CVE-2024-47175 | libppd <= 2.1b1 ppdCreatePPDFromIPP2 does not validate or sanitize the IPP attributes when writing them to a temporary PPD file, allowing the injection of attacker controlled data in the resulting PPD.
CVE-2024-47177 | cups-filters <= 2.0.1 foomatic-rip allows arbitrary command execution via the FoomaticRIPCommandLine PPD parameter.

The CUPS server on a device, by default listens for UDP packets from any desintation. If the server recives a packet of the form 0 3 http://<ATTACKER-IP>:<PORT>/printers/xyz to port 631 from any IP, it returns a GetAttributes request, requesting more information from the printer. However, the IP address that the printer uses is not validated in any way and this GetAttributes will be requested for any matching packet.

The GetAttributes request leaks sensitive system information such as the user agent running on the server as well as the kernel version running. This is pretty much a free data leak for any attacker.

Simone was then able to create an approprirate response packet to the request and just like that, his fake printer was now available in his laptop to send print commands.

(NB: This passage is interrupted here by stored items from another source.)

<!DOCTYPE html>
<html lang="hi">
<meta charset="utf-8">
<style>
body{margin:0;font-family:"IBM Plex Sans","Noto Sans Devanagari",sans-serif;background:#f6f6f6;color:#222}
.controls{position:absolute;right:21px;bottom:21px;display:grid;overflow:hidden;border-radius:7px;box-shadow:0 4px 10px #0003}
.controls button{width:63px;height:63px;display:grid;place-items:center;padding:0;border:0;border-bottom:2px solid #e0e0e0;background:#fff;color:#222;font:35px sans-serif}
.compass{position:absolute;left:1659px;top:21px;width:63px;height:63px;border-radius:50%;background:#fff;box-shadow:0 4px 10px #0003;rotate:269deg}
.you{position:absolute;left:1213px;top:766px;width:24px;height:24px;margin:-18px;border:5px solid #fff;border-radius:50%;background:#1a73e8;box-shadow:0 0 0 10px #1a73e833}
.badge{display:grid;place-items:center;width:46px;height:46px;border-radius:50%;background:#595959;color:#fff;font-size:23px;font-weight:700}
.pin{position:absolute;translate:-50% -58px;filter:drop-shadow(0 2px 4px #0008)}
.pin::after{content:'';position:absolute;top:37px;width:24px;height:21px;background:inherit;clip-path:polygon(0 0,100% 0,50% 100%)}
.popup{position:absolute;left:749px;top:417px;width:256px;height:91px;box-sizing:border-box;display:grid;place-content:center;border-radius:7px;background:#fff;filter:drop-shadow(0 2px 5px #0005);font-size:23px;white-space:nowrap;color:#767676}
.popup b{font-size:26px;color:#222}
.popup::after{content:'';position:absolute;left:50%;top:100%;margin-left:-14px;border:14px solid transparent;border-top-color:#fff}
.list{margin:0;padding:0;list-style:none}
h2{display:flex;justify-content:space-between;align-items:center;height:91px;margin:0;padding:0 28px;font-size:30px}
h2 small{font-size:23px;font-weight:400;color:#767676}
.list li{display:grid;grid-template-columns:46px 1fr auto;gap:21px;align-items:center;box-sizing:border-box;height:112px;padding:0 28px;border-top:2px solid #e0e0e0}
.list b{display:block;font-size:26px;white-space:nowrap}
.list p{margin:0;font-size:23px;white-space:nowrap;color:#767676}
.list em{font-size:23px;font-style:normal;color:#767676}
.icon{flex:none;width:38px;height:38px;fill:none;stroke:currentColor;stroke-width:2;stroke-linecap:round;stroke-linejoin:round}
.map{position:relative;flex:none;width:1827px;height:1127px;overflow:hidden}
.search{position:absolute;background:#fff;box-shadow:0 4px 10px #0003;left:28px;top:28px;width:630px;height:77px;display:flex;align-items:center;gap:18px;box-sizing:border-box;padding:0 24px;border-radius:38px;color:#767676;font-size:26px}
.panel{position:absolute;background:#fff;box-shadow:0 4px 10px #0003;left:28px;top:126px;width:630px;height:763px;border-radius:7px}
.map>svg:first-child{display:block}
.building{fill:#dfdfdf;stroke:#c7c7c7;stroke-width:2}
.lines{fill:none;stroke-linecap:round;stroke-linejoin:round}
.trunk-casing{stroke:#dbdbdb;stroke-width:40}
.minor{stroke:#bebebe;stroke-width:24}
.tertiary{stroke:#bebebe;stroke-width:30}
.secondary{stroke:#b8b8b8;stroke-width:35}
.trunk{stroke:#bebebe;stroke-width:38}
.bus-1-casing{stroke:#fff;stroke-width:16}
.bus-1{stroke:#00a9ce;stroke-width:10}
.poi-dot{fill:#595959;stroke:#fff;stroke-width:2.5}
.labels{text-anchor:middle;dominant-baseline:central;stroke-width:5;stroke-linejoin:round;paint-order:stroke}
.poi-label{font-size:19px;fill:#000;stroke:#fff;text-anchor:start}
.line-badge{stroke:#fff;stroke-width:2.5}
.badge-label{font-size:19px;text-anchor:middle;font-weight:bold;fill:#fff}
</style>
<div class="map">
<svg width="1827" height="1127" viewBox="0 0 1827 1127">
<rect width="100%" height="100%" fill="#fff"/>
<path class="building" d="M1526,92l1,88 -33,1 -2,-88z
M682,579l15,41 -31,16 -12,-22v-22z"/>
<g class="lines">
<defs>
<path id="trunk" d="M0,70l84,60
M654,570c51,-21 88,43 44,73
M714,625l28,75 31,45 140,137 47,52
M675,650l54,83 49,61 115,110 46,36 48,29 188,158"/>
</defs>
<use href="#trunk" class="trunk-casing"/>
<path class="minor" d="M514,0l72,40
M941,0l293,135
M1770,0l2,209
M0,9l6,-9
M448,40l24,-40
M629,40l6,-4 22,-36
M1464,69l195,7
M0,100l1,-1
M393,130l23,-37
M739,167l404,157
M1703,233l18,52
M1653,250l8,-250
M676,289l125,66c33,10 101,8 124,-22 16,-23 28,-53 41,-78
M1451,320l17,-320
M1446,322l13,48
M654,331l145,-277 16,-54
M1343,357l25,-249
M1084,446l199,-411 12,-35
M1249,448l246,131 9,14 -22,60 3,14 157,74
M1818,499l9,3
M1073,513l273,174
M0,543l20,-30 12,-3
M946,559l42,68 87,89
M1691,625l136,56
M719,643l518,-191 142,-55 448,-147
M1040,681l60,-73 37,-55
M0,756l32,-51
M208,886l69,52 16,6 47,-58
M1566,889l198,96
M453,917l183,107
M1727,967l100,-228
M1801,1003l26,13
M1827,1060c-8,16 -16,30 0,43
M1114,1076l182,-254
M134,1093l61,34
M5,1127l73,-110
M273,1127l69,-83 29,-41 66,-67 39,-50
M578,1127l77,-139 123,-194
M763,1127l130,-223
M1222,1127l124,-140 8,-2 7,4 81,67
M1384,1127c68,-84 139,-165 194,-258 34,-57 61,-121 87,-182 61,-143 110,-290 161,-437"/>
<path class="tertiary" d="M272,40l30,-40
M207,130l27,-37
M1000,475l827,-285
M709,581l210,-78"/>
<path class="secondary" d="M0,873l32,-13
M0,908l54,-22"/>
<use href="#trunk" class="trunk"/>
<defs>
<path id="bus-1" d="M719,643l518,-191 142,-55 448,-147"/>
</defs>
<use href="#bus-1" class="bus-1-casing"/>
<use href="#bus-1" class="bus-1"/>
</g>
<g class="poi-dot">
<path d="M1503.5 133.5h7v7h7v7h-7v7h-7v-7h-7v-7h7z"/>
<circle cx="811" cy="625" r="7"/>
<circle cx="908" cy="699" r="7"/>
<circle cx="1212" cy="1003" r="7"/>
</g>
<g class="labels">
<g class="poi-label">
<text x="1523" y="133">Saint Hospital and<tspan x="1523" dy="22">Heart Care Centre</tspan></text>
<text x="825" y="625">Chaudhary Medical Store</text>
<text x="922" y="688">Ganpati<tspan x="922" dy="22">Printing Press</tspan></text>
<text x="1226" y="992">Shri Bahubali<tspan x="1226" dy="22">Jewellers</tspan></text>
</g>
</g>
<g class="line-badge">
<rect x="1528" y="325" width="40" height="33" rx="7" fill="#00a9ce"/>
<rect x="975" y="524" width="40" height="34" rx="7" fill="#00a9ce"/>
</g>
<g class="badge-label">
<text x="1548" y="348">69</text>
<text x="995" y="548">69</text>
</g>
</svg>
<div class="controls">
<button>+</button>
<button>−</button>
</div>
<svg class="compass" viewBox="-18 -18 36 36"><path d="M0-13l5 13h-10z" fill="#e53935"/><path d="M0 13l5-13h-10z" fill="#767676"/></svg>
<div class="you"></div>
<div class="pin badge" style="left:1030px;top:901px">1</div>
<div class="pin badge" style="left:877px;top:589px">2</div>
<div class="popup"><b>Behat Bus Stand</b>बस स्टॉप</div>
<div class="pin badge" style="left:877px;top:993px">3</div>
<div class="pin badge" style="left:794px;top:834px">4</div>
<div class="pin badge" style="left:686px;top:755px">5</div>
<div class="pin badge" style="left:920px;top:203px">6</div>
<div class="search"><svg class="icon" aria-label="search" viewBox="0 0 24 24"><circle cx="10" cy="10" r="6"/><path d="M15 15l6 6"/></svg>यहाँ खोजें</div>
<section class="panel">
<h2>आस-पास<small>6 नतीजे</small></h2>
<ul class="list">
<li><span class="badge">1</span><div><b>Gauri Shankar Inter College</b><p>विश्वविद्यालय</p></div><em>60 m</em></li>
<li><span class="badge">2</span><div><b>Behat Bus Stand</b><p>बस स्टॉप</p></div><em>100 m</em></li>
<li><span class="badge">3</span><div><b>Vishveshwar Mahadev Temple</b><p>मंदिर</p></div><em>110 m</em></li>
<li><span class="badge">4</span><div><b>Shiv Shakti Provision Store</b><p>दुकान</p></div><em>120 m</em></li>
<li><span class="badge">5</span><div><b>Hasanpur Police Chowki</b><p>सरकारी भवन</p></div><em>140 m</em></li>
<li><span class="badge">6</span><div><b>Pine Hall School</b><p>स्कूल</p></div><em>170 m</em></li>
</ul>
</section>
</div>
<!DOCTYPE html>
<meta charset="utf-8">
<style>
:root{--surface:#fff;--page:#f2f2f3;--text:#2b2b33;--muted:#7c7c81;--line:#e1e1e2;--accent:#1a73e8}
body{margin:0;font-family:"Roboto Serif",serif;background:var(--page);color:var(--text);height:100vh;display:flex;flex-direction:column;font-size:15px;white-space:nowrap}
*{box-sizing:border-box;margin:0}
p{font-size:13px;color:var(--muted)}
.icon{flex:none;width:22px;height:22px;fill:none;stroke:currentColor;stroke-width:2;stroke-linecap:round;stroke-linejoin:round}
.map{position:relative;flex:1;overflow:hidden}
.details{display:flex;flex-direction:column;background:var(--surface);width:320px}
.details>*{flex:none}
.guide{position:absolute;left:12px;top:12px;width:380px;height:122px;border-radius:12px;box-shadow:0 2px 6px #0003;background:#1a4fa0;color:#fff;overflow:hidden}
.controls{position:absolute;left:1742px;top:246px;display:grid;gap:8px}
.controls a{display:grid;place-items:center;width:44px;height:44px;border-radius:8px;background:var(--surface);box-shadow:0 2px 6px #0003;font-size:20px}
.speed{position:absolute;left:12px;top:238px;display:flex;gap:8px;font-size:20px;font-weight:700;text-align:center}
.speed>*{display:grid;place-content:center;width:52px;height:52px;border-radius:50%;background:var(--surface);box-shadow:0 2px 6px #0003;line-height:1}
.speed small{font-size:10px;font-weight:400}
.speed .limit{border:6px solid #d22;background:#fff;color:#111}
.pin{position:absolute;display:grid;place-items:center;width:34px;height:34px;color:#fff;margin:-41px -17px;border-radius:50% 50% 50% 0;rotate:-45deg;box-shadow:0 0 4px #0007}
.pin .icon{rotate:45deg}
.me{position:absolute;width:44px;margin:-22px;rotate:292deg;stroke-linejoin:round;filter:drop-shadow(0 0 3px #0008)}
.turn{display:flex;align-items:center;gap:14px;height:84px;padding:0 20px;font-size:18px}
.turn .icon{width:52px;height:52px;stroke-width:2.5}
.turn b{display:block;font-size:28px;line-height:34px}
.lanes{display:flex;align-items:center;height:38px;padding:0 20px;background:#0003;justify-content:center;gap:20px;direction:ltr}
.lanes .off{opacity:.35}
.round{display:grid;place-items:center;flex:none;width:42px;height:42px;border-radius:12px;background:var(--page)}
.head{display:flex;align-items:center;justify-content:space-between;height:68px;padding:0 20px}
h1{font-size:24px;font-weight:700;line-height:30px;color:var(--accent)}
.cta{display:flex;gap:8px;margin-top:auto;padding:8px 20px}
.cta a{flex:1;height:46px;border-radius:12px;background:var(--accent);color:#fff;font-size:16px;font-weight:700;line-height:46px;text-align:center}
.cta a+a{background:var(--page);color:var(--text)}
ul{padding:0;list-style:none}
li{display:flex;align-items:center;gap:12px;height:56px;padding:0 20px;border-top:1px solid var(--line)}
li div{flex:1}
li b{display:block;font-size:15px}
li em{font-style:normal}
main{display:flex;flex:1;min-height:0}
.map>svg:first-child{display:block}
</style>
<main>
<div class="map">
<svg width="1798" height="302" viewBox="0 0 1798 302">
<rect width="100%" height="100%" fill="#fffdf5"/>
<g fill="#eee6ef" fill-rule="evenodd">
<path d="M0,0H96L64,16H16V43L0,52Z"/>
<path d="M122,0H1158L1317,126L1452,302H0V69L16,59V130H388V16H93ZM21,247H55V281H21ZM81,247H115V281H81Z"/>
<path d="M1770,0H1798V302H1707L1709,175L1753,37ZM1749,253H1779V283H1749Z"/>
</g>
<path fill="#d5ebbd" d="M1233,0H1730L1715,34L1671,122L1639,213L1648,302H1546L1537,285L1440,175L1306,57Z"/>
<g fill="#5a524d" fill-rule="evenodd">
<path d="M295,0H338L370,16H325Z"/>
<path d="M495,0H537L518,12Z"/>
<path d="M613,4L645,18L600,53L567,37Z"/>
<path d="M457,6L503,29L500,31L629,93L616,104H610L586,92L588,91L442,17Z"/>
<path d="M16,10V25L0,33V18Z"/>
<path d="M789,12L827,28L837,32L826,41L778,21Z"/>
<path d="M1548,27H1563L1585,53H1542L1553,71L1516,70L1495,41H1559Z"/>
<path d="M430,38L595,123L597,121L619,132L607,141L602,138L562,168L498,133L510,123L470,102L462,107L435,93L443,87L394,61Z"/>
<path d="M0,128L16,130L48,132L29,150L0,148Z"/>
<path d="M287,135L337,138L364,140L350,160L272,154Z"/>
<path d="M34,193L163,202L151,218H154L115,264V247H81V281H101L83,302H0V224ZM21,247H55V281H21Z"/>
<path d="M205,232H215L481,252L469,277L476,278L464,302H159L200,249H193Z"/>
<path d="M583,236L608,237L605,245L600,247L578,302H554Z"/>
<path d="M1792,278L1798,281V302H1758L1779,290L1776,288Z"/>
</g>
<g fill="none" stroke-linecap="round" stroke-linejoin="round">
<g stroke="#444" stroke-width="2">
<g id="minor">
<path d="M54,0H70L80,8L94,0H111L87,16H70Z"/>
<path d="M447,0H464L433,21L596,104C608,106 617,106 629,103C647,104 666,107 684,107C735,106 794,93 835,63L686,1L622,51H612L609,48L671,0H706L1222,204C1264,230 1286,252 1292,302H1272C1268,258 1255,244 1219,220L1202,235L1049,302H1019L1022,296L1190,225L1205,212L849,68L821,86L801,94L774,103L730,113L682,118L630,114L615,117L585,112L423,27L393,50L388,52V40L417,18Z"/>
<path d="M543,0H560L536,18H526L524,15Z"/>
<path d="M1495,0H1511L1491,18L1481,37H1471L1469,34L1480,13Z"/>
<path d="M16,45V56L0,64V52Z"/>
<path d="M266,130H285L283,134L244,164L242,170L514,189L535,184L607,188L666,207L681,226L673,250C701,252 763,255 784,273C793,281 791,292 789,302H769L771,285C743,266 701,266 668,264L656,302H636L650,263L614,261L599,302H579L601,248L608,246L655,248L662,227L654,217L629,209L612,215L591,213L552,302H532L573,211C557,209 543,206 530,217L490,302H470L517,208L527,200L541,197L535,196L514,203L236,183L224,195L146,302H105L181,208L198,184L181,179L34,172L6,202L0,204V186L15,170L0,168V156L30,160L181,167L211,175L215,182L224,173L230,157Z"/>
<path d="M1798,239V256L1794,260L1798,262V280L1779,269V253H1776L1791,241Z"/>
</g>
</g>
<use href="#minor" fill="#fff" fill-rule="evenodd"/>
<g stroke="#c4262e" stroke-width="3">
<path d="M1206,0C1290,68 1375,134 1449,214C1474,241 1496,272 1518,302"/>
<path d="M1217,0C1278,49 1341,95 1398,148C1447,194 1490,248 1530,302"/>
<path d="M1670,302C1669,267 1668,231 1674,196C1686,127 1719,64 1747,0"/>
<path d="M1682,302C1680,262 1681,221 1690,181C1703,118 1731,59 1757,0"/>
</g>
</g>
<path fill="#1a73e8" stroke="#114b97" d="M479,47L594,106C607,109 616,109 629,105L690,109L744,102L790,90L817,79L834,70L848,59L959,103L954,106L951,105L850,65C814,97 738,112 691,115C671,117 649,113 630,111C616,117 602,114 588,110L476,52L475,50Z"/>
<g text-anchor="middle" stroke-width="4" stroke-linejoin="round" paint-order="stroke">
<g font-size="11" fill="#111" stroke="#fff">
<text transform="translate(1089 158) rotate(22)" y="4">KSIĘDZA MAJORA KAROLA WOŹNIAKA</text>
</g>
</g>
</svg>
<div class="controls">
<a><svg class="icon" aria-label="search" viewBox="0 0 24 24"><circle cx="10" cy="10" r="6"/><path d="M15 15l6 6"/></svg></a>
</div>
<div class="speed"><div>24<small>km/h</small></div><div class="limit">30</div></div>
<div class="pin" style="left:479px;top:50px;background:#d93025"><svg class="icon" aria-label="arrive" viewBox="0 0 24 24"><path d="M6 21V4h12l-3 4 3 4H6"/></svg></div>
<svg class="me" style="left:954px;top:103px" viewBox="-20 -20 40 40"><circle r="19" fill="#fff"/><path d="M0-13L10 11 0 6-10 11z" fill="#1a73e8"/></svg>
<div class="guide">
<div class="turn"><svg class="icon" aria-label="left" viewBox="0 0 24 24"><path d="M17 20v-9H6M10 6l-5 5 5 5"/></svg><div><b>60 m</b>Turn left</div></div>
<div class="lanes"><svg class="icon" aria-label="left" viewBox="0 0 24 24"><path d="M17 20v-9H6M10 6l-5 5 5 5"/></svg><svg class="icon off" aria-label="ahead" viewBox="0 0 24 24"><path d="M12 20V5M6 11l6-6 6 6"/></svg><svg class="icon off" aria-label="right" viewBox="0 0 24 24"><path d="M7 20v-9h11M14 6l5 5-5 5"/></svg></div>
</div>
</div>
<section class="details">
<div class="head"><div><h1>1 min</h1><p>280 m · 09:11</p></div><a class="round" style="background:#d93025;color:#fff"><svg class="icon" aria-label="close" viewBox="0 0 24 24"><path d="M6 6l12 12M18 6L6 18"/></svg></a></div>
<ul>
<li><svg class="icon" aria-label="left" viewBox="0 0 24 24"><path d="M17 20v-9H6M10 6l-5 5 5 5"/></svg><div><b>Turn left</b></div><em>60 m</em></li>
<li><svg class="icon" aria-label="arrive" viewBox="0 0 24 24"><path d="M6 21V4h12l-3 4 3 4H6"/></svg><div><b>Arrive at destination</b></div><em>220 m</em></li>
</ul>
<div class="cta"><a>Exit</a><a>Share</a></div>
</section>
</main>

The CUPS service creates PostScript Printer Description (PPD) files from data that is sent by the printer. The data sent is completely unsanitised and is directly stored in the PPD files. PPD files are created by printer manufactureres to provide the entire feature set of the printer. There are many diferent description avaiable to completely desctribe the priner’s capabilities. One such description is the cupsFilter2. cupsFilter2 takes a particular filetype and converts it into a filetype the print can work with using a program as a filter. However, the program is contsrained to exist within the /usr/lib/cups/filter directory. This particular check is enforced. Therefore, any attack would have to abuse a filter that exists in the directory.

The filter that makes all this possible is foomatic-rip. This filter is long known to be vulnerable and has a number of quite old CVEs associated with it (CVE-2011-2964, CVE-2011-2967). The filter accepts any command passed under the FoomaticRIPCommandLine directive and directly executes them as a filter. I don’t think anyone needs to be explained on why that is a TERRIBLE IDEA. Even the developers of CUPS know about this but their hands are tied. The foomatic-rip filter is required to ensure that older printer models (before 2010) can still work.

Having total control over the what command gets executed as a filter is pretty much game over. However, the filter only gets excuted when the victim chooses to print using the attacker’s malicious printer. While some people can be vigilant and notice a printer out of place in a list, the attacker can name their printer Save as PDF, HP Deskjet or any of the common printers and most people would not pay close attention to the option they are choosing.

Conclusion

At the time of writing this blog, there is no official fix to this vulnerability. The best that we can do for now is to disable CUPS on the local system unless you need to print. It is also possible to configure which IP addresses can connect to the CUPS server by editing /etc/cups/cups-browsed.conf. Blocking all traffic to port 631 would also prevent any of this from happening. The abliity of an attacker to perform this attack via the internet (as long as the device is reachable) makes it that much more dangerous.

I hope you found this read interesting and learnt something out of it. I highly recommend reading Simone’s original blog post. It goes into much more details about the codebase and the steps he took to find this attack path. Thanks for reading! See you in the next one.